(Stored data entries)
———
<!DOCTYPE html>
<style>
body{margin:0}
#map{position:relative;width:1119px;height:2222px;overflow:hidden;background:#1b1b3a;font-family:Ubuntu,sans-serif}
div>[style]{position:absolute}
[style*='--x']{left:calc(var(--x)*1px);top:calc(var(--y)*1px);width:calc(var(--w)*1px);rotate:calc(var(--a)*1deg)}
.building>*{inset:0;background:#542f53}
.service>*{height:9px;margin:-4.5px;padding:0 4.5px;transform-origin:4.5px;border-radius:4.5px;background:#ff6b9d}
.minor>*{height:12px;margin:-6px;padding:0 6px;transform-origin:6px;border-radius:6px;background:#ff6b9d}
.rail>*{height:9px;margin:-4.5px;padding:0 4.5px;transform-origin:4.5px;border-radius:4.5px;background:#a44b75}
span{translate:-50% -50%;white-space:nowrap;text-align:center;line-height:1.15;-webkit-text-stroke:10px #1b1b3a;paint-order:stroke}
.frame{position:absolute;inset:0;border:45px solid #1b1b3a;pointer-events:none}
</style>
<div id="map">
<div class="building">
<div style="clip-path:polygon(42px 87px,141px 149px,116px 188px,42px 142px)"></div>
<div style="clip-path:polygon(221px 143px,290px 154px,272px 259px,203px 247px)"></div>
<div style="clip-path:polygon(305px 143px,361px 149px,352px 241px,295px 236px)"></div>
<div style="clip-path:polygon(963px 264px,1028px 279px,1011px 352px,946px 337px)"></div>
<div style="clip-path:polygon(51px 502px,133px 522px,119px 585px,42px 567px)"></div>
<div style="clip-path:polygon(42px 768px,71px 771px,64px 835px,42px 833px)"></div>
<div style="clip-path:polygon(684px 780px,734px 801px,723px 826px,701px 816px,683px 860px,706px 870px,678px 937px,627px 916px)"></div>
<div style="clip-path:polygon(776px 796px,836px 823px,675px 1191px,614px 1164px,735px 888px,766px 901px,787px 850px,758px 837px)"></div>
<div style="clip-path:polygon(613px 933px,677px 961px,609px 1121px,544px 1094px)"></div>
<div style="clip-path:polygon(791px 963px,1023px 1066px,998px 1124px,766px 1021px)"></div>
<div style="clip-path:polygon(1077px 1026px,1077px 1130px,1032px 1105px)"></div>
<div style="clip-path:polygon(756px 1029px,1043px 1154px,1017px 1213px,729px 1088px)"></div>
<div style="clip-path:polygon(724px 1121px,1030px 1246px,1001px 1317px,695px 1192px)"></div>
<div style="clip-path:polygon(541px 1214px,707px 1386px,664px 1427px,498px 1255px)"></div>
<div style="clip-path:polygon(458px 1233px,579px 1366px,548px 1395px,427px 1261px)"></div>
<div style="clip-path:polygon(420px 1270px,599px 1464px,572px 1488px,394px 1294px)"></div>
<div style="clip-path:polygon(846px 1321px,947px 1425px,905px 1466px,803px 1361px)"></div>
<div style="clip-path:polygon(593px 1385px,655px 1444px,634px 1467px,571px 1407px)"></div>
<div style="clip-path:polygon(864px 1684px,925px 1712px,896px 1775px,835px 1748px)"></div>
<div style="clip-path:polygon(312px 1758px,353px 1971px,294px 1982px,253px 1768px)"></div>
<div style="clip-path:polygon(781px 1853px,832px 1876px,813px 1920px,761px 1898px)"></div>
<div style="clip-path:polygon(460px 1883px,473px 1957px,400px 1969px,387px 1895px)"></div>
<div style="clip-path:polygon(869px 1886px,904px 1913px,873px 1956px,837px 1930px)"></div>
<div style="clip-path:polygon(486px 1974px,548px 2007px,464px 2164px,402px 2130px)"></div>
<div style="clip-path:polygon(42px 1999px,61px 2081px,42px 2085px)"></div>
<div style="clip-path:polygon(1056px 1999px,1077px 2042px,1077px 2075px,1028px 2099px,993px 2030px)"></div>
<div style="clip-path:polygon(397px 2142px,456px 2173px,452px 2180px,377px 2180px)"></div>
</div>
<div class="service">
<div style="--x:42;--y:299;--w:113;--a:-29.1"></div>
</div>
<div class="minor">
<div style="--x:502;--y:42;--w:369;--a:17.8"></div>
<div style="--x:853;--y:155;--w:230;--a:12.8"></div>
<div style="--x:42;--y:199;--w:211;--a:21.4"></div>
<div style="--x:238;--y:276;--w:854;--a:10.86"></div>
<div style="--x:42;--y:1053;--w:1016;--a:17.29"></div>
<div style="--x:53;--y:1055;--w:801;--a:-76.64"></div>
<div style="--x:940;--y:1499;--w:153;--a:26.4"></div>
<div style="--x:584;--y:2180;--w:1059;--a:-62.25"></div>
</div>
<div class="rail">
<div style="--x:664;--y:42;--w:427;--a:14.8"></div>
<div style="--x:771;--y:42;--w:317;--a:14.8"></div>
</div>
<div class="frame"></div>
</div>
———
**The task:** Looking at the records above, how many of their lines carry the string "border"? Answer with the number and nothing else.

**Response area:** 4